Customer-facing dialogue applications necessitate a hallucination detection system with high-accuracy, low cost, and low latency, such that hallucinations are caught and resolved before reaching the user. Few/zero-shot LLM approaches fail to meet the strict latency requirement due to model size. Moreover, though commericial LLMs like OpenAI’s GPT models (OpenAI, 2023) achieve strong performance, querying customer data through 3rd party APIs is both costly and undesirable for privacy and security reasons. Finetuned BERT-size models can achieve competitive performance to LLM judges (Bohnet et al., 2023; Saad-Falcon et al., 2024; Gao et al., 2023; Li et al., 2024; Yue et al., 2023), offering lower latency and local execution. However, these models require annotated data for finetuning and have not been evaluated for large-scale, cross-domain applications.

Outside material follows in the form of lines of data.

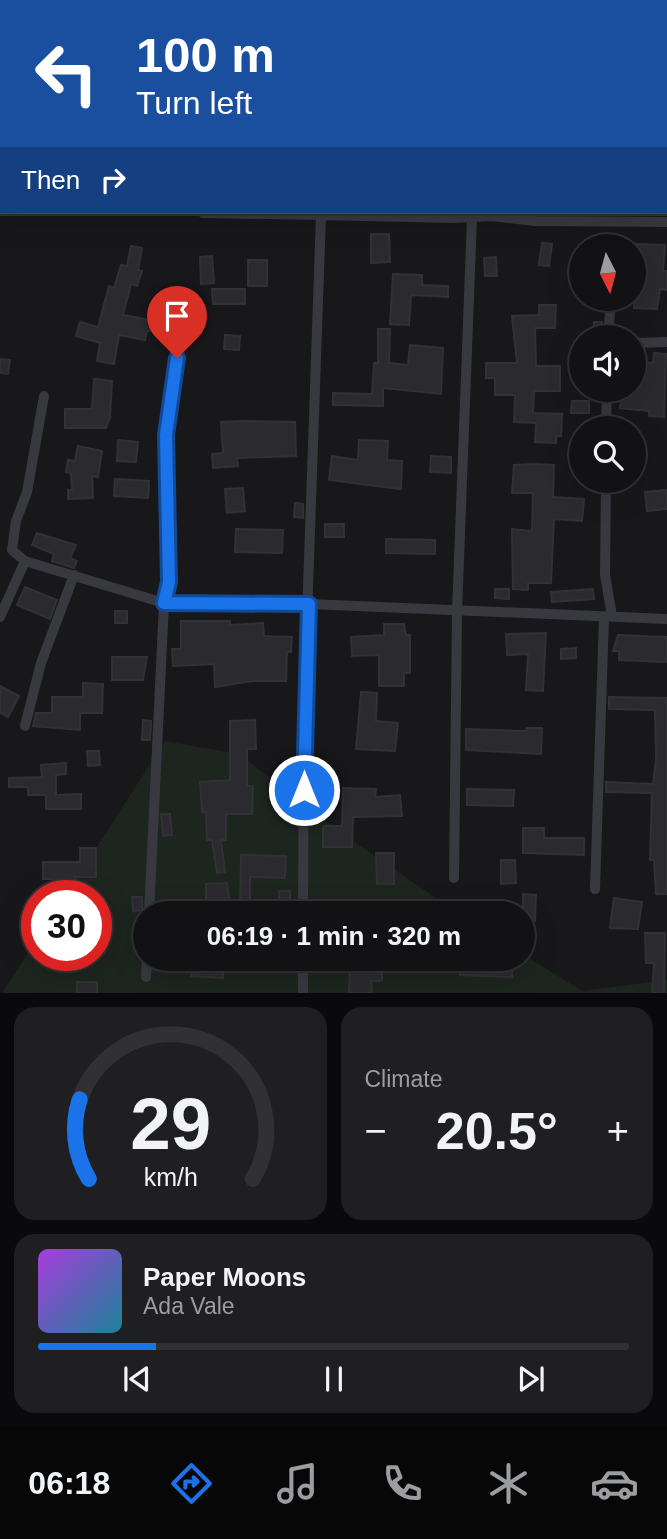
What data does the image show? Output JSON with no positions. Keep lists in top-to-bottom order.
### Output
{
  "north": "bottom",
  "page": {
    "turn": ["100 m", "Turn left"],
    "then": "Then",
    "limit": "30",
    "trip": "06:19 · 1 min · 320 m",
    "tile": "Climate",
    "heat": ["−", "20.5°", "+"],
    "song": ["Paper Moons", "Ada Vale"],
    "tabs": "06:18",
    "gauge": ["29", "km/h"]
  }
}
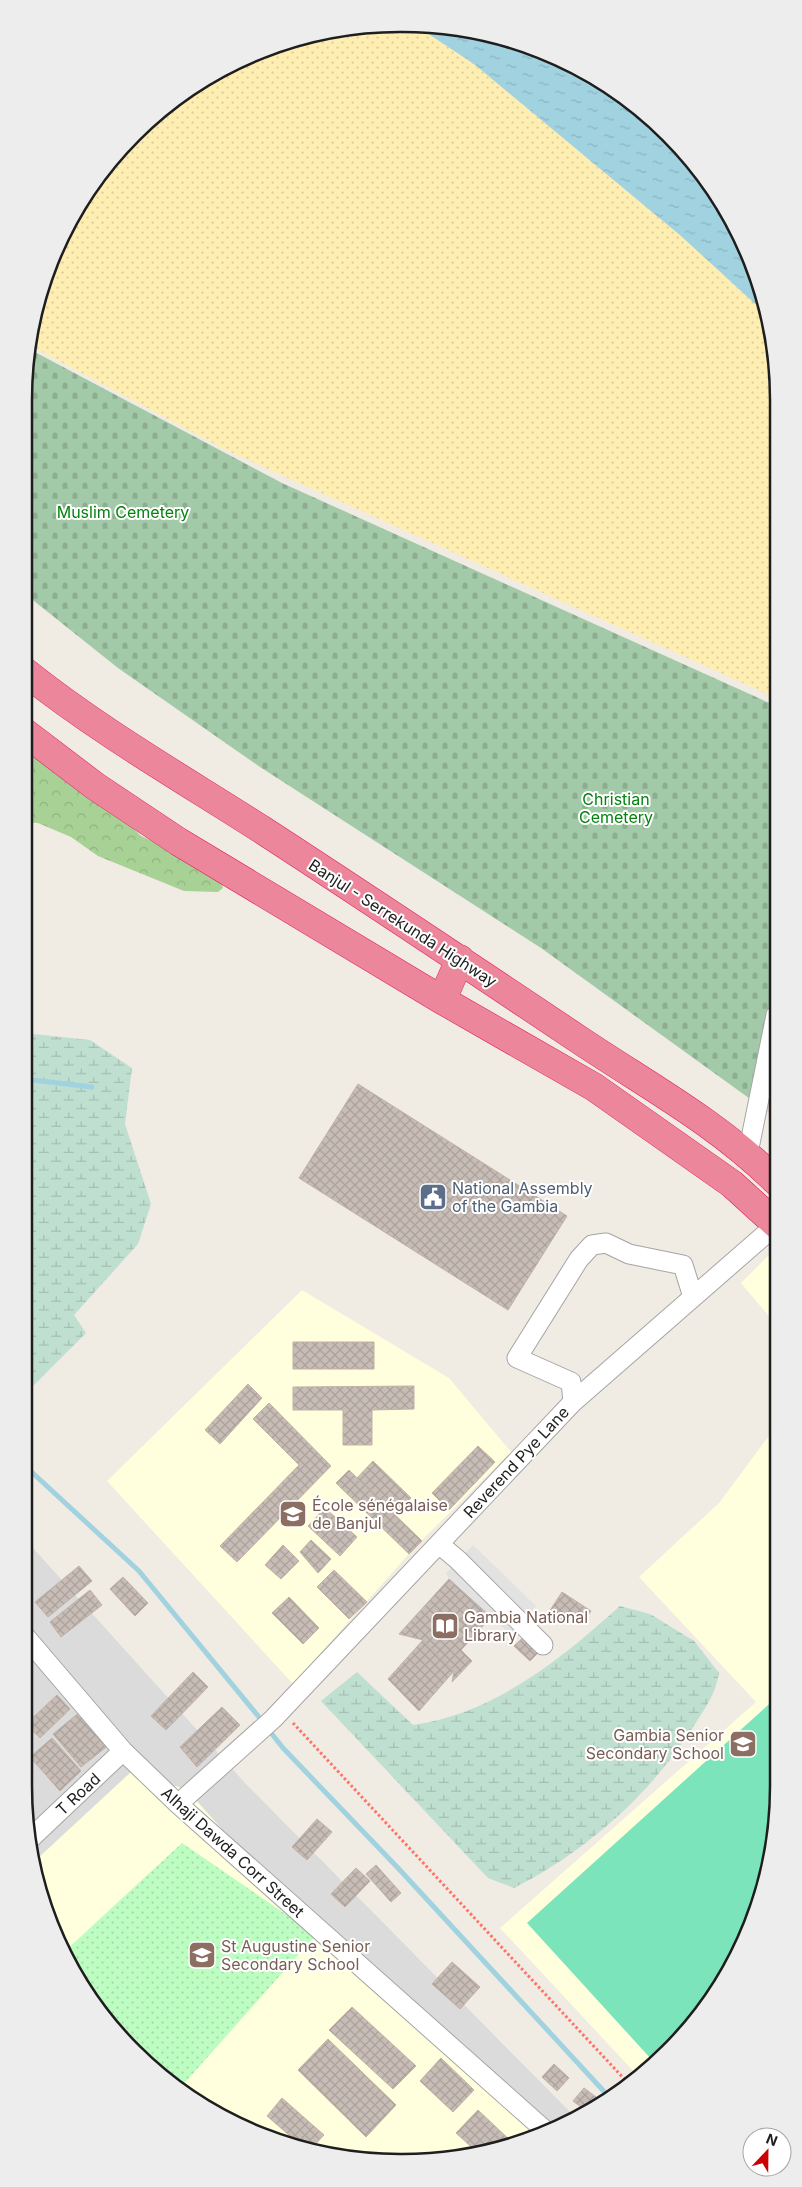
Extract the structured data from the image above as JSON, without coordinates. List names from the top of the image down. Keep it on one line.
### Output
{"streets":{"highway":["Banjul - Serrekunda Highway"],"street":["Reverend Pye Lane","T Road","Alhaji Dawda Corr Street"]},"crossings":[["Reverend Pye Lane","Alhaji Dawda Corr Street"],["T Road","Alhaji Dawda Corr Street"]],"parks":["Muslim Cemetery","Christian Cemetery"],"places":{"public building":["National Assembly of the Gambia"],"school or university":["École sénégalaise de Banjul","Gambia Senior Secondary School","St Augustine Senior Secondary School"],"library":["Gambia National Library"]},"north":"top"}
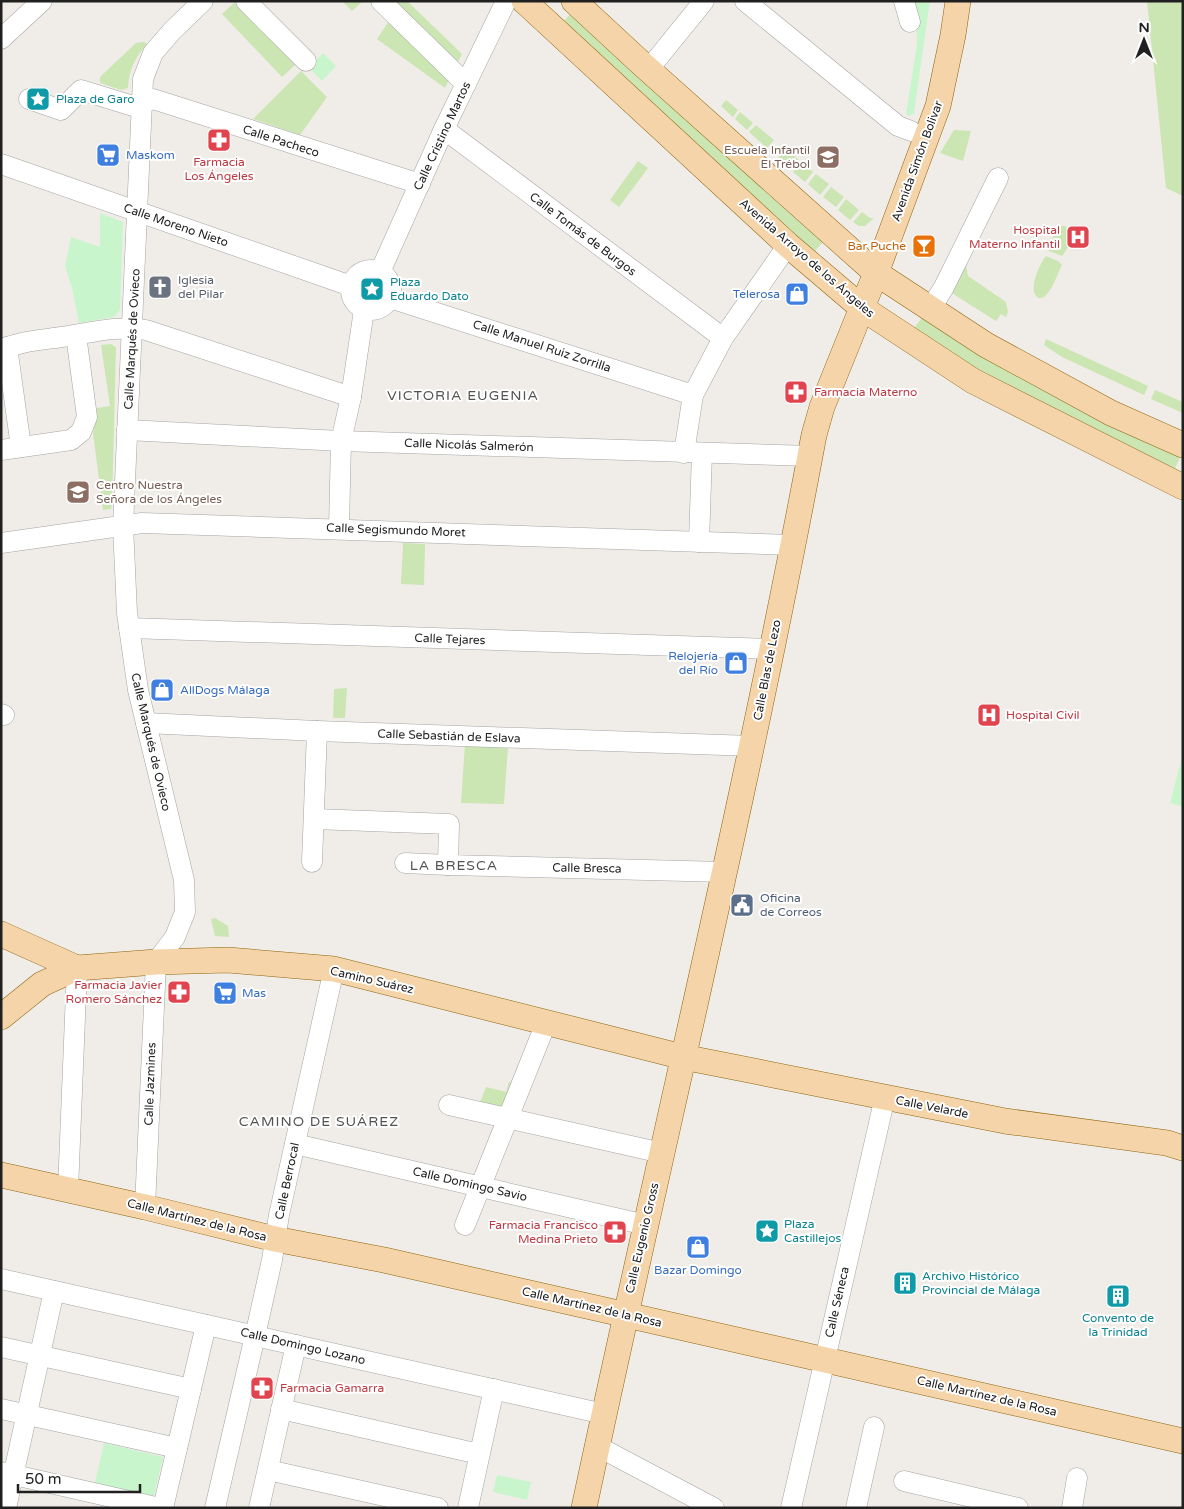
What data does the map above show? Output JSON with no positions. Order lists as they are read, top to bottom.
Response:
{
  "streets": {
    "main road": [
      "Avenida Simón Bolivar",
      "Avenida Arroyo de los Ángeles",
      "Calle Blas de Lezo",
      "Camino Suárez",
      "Calle Velarde",
      "Calle Martínez de la Rosa",
      "Calle Eugenio Gross"
    ],
    "street": [
      "Calle Cristino Martos",
      "Calle Pacheco",
      "Calle Moreno Nieto",
      "Calle Tomás de Burgos",
      "Calle Marqués de Ovieco",
      "Calle Manuel Ruiz Zorrilla",
      "Calle Nicolás Salmerón",
      "Calle Segismundo Moret",
      "Calle Tejares",
      "Calle Sebastián de Eslava",
      "Calle Bresca",
      "Calle Jazmines",
      "Calle Berrocal",
      "Calle Domingo Savio",
      "Calle Séneca",
      "Calle Domingo Lozano"
    ]
  },
  "crossings": [
    ["Calle Cristino Martos", "Calle Pacheco"],
    ["Calle Cristino Martos", "Calle Moreno Nieto"],
    ["Calle Cristino Martos", "Calle Tomás de Burgos"],
    ["Calle Cristino Martos", "Calle Manuel Ruiz Zorrilla"],
    ["Calle Pacheco", "Calle Marqués de Ovieco"],
    ["Avenida Simón Bolivar", "Avenida Arroyo de los Ángeles"],
    ["Avenida Simón Bolivar", "Calle Blas de Lezo"],
    ["Calle Moreno Nieto", "Calle Marqués de Ovieco"],
    ["Calle Moreno Nieto", "Calle Manuel Ruiz Zorrilla"],
    ["Avenida Arroyo de los Ángeles", "Calle Blas de Lezo"],
    ["Calle Marqués de Ovieco", "Calle Nicolás Salmerón"],
    ["Calle Marqués de Ovieco", "Calle Segismundo Moret"],
    ["Calle Marqués de Ovieco", "Calle Tejares"],
    ["Calle Marqués de Ovieco", "Calle Sebastián de Eslava"],
    ["Calle Marqués de Ovieco", "Camino Suárez"],
    ["Calle Marqués de Ovieco", "Calle Jazmines"],
    ["Calle Nicolás Salmerón", "Calle Blas de Lezo"],
    ["Calle Segismundo Moret", "Calle Blas de Lezo"],
    ["Calle Tejares", "Calle Blas de Lezo"],
    ["Calle Blas de Lezo", "Calle Sebastián de Eslava"],
    ["Calle Blas de Lezo", "Calle Bresca"],
    ["Calle Blas de Lezo", "Camino Suárez"],
    ["Calle Blas de Lezo", "Calle Velarde"],
    ["Calle Blas de Lezo", "Calle Eugenio Gross"],
    ["Camino Suárez", "Calle Jazmines"],
    ["Camino Suárez", "Calle Velarde"],
    ["Camino Suárez", "Calle Berrocal"],
    ["Camino Suárez", "Calle Eugenio Gross"],
    ["Calle Jazmines", "Calle Martínez de la Rosa"],
    ["Calle Velarde", "Calle Eugenio Gross"],
    ["Calle Velarde", "Calle Séneca"],
    ["Calle Berrocal", "Calle Domingo Savio"],
    ["Calle Berrocal", "Calle Martínez de la Rosa"],
    ["Calle Berrocal", "Calle Domingo Lozano"],
    ["Calle Domingo Savio", "Calle Eugenio Gross"],
    ["Calle Martínez de la Rosa", "Calle Eugenio Gross"],
    ["Calle Martínez de la Rosa", "Calle Séneca"],
    ["Calle Eugenio Gross", "Calle Domingo Lozano"]
  ],
  "districts": ["VICTORIA EUGENIA", "LA BRESCA", "CAMINO DE SUÁREZ"],
  "places": {
    "place": ["Plaza de Garo", "Plaza Eduardo Dato", "Plaza Castillejos"],
    "pharmacy": [
      "Farmacia Los Ángeles",
      "Farmacia Materno",
      "Farmacia Javier Romero Sánchez",
      "Farmacia Francisco Medina Prieto",
      "Farmacia Gamarra"
    ],
    "supermarket": ["Maskom", "Mas"],
    "school or university": ["Escuela Infantil El Trébol", "Centro Nuestra Señora de los Ángeles"],
    "hospital": ["Hospital Materno Infantil", "Hospital Civil"],
    "bar": ["Bar Puche"],
    "church": ["Iglesia del Pilar"],
    "shop": [
      "Telerosa",
      "Relojería del Río",
      "AllDogs Málaga",
      "Bazar Domingo"
    ],
    "public building": ["Oficina de Correos"],
    "building": ["Archivo Histórico Provincial de Málaga", "Convento de la Trinidad"]
  },
  "scale_bar": "50 m",
  "north": "top"
}
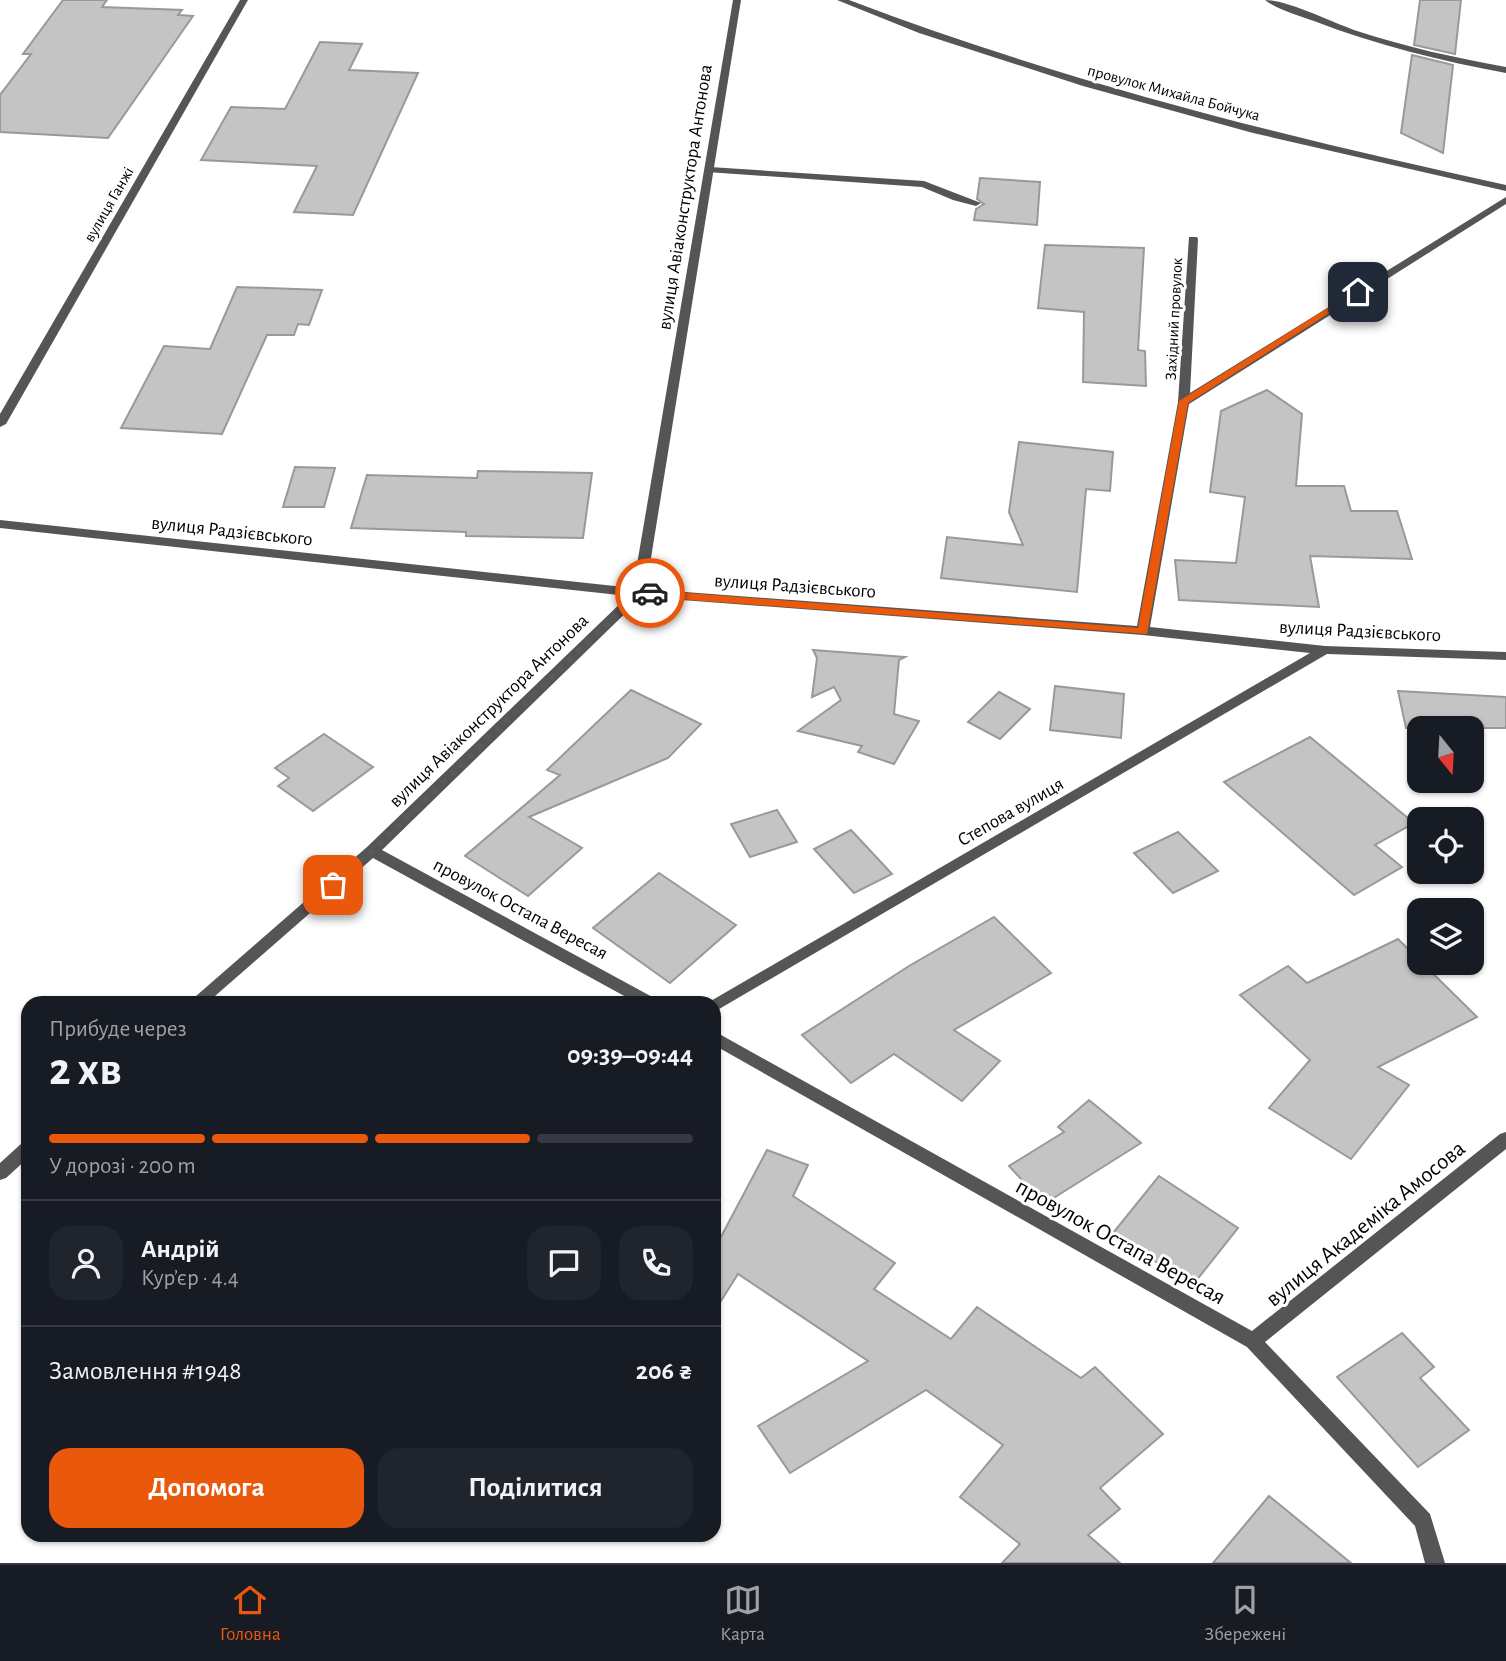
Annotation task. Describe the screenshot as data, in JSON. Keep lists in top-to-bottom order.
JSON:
{
  "streets": {
    "street": [
      "провулок Михайла Бойчука",
      "вулиця Авіаконструктора Антонова",
      "вулиця Ганжі",
      "Західний провулок",
      "вулиця Радзієвського",
      "Степова вулиця",
      "провулок Остапа Вересая",
      "вулиця Академіка Амосова"
    ]
  },
  "crossings": [
    ["вулиця Авіаконструктора Антонова", "вулиця Радзієвського"],
    ["вулиця Авіаконструктора Антонова", "провулок Остапа Вересая"],
    ["Західний провулок", "вулиця Радзієвського"],
    ["вулиця Радзієвського", "Степова вулиця"],
    ["провулок Остапа Вересая", "вулиця Академіка Амосова"]
  ],
  "north": "bottom",
  "page": {
    "heading": ["2 хв", "Прибуде через", "09:39–09:44"],
    "panel": [
      "Андрій",
      "Кур’єр · 4.4",
      "Замовлення #1948",
      "206 ₴"
    ],
    "bar": "У дорозі · 200 m",
    "buttons": ["Допомога", "Поділитися"],
    "tabs": ["Головна", "Карта", "Збережені"]
  }
}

In this paper, we introduce Luna - a lightweight RAG hallucination detection model that generalizes across multiple industry-specific domains and scales well for real-time deployment. Luna is a 440M parameter DeBERTa-large encoder that is finetuned on carefully curated real-world RAG data. From analysis of RAG in production settings, we identify long-context RAG evaluation as a previously unaddressed challenge and propose a novel solution that facilitates high precision long-context RAG hallucination detection. Through extensive benchmarking, we demonstrate that Luna outperforms zero-shot prompting and RAG evaluation frameworks on the hallucination detection task.

Our approach is closest to the concurrently proposed ARES automated RAG evaluation framework (Saad-Falcon et al., 2024), with a few key differences: (1) ARES requires a validation set of in-domain annotated data to finetune a custom evaluation model, while Luna is pre-trained on a cross-domain corpus for built-in generalization; (2) Luna accurately detects hallucinations on long RAG contexts; and (3) Luna is optimized to process up to 16k tokens in milliseconds on deployment hardware.

2 Related Work

Hallucination detection

Prior work on hallucination detection in natural language generation (NLG) is vast (Ji et al., 2023). SelfCheckGPT (Manakul et al., 2023) and Agrawal et al. (2024) are examples of heuristic consistency-based methods that detect unreliable LLM outputs by comparing multiple sampled responses from the same LLM. Others look to the internal state of the LLM, such as hidden layer activations (Azaria and Mitchell, 2023) and token-level uncertainty (Varshney et al., 2023) as a proxy signal for hallucinations. Kadavath et al. (2022) prompt the generating LLM to introspect and evaluate it’s own responses. More generally, zero-shot (Es et al., 2024) and finetuned (Wu et al., 2023; Yue et al., 2023; Muller et al., 2023) LLM judges leverage LLM’s inherent reasoning abilities to evaluate other LLM generations. Similarly, general purpose finetuned LLM evaluators (Kim et al., 2024) that have been shown to correlate with human judgements can also be applied to hallucination detection.

Our approach to finetune a small LM evaluator like in (Gao et al., 2023; Saad-Falcon et al., 2024) is the first to evaluate and optimize such a model for industry applications under strict performance, cost, and latency constraints.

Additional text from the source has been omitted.